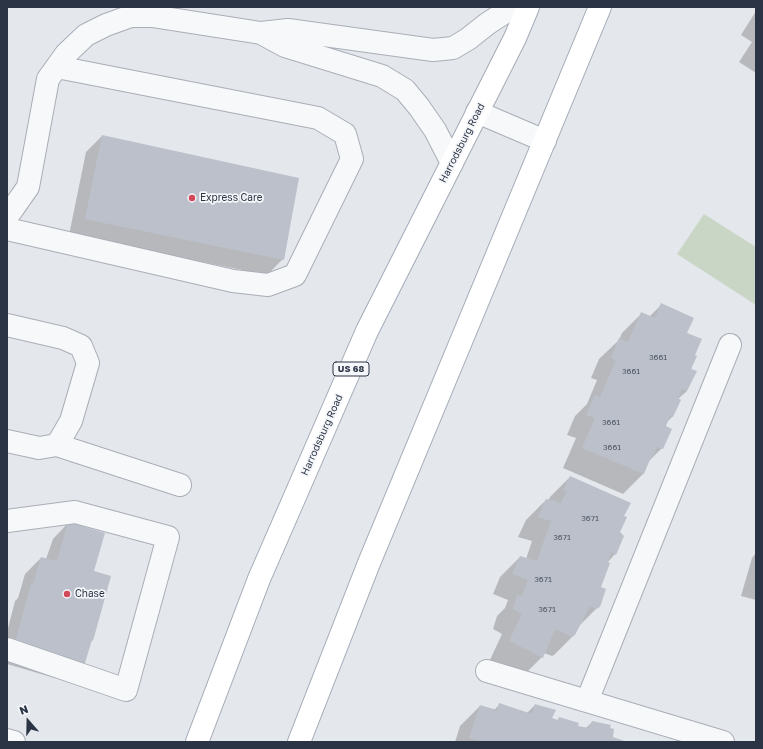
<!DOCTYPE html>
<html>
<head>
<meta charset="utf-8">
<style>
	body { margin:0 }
	#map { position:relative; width:763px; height:749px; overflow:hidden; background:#e4e7ec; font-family:"Golos Text",sans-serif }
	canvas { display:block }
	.frame { position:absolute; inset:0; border:8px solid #2b3445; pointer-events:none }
	.north { position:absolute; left:8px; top:701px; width:40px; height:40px; -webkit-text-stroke:3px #f4f6f9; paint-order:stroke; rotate:340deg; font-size:11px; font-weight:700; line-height:16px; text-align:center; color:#2b3445 }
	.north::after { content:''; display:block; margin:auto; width:14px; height:18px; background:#2b3445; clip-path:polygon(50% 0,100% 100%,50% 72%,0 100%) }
</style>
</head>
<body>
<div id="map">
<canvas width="763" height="749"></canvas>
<div class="frame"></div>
<div class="north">N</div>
</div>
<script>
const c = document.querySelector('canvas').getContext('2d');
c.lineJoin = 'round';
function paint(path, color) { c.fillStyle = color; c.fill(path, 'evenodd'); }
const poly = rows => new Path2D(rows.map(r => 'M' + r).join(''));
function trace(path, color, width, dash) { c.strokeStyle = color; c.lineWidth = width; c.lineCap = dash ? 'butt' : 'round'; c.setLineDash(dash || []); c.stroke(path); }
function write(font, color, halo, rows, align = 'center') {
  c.font = font + ' "Golos Text",sans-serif'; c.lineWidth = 3.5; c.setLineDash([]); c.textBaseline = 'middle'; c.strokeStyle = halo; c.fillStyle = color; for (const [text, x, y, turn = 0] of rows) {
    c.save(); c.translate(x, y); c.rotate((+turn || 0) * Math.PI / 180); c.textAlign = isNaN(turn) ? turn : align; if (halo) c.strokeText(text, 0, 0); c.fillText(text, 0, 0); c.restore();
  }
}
paint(poly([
	[704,214,756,247,756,305,677,254]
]), '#c9d6c5');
paint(poly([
	[756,11,756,73,739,62,752,42,741,35],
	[102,136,283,259,267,275,69,235,86,152],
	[662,304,686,333,694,355,687,391,678,399,672,417,666,423,662,448,647,463,643,474,623,494,563,468,576,438,567,435,575,416,587,404,597,380,591,378,599,359,619,340,622,333,642,313,649,317],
	[570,477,623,516,618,533,615,554,607,563,600,588,599,606,578,627,574,635,554,655,552,656,544,653,542,657,522,677,489,662,502,634,493,629,497,616,505,608,508,600,493,594,500,577,520,557,526,559,532,541,518,537,526,520,546,500,548,501,550,497],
	[68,523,93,572,110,577,92,640,90,643,84,666,68,682,7,664,7,632,15,601,18,598,25,574,41,558,46,559,53,539],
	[756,553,756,600,741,596,752,558],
	[499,705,527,713,535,705,551,719,557,721,560,718,577,726,586,728,592,722,611,738,625,742,455,742,460,726,480,706,494,710]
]), '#0003');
paint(poly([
	[102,135,299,178,284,260,85,219],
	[661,303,694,318,687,333,702,339,695,355,697,356,691,369,697,371,687,391,682,389,678,398,681,400,673,417,670,416,666,426,672,429,663,449,657,447,652,458,651,457,644,474,582,448,595,418,586,415,595,395,600,397,616,360,611,358,619,338,628,342,641,312,655,318],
	[570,476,631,503,624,516,627,517,620,532,624,536,616,555,611,552,608,562,610,563,601,587,606,589,600,607,596,609,590,606,575,635,572,637,555,629,543,658,509,641,522,614,513,609,517,595,522,596,528,580,512,574,520,556,537,561,551,521,538,517,546,499,556,501,560,504,567,491,563,491],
	[68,522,105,533,94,571,111,576,93,641,92,640,84,666,14,646,31,584,33,584,41,557,57,561],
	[499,703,532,714,535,704,538,705,556,710,552,718,558,720,559,717,579,723,578,726,589,728,592,721,611,725,610,728,614,729,613,737,627,742,482,742,469,738,480,705,497,710]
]), '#bbc0ca');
const minor = poly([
	[477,112,545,141],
	[452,163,435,130,419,107,405,90,382,76,285,46,261,33,288,30,433,50,453,48,468,39,487,24,513,7],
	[7,217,28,187,48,79,66,54,86,35,106,25,131,16,152,16,261,33],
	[7,229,233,281,268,285,295,275,352,159,345,134,318,118,57,67],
	[7,325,63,338,81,346,88,363,71,421,57,445,39,448,7,441],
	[57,445,180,485],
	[7,521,75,512,168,537,126,690,7,649],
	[487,671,723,742],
	[587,701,730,345],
	[7,740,14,742]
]);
const major = poly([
	[197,742,259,579,367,331,515,38,528,7],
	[299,742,369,563,600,7]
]);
trace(minor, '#a9aeb7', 24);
trace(major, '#a3abb8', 24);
trace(minor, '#f7f8fa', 22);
trace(major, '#fff', 22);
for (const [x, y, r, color] of [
	[192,198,4,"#d1495b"],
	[67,594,4,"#d1495b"]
]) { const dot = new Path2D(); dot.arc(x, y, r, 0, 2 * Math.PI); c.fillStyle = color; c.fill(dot); trace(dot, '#f4f6f9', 1.5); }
write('8px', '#4f5766', null, [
	["3661",658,357],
	["3661",631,371],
	["3661",611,422],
	["3661",612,447],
	["3671",590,518],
	["3671",562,537],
	["3671",543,579],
	["3671",547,609]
]);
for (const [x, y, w] of [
	[351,369,36]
]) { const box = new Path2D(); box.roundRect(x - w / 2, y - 7, w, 14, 3); c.fillStyle = '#f4f6f9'; c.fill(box); trace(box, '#2b3445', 1); }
write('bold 9px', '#2b3445', null, [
	["US 68",351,369]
]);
write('10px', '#2b3445', '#f4f6f9', [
	["Harrodsburg Road",462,143,-63],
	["Harrodsburg Road",322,435,-66]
]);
write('10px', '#2b3445', '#f4f6f9', [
	["Express Care",200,198],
	["Chase",75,594]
], 'left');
</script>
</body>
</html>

- _The problem_
Please report every line of the records above that contains the word "canvas".

- _Problem solution_
	canvas { display:block }
<canvas width="763" height="749"></canvas>
const c = document.querySelector('canvas').getContext('2d');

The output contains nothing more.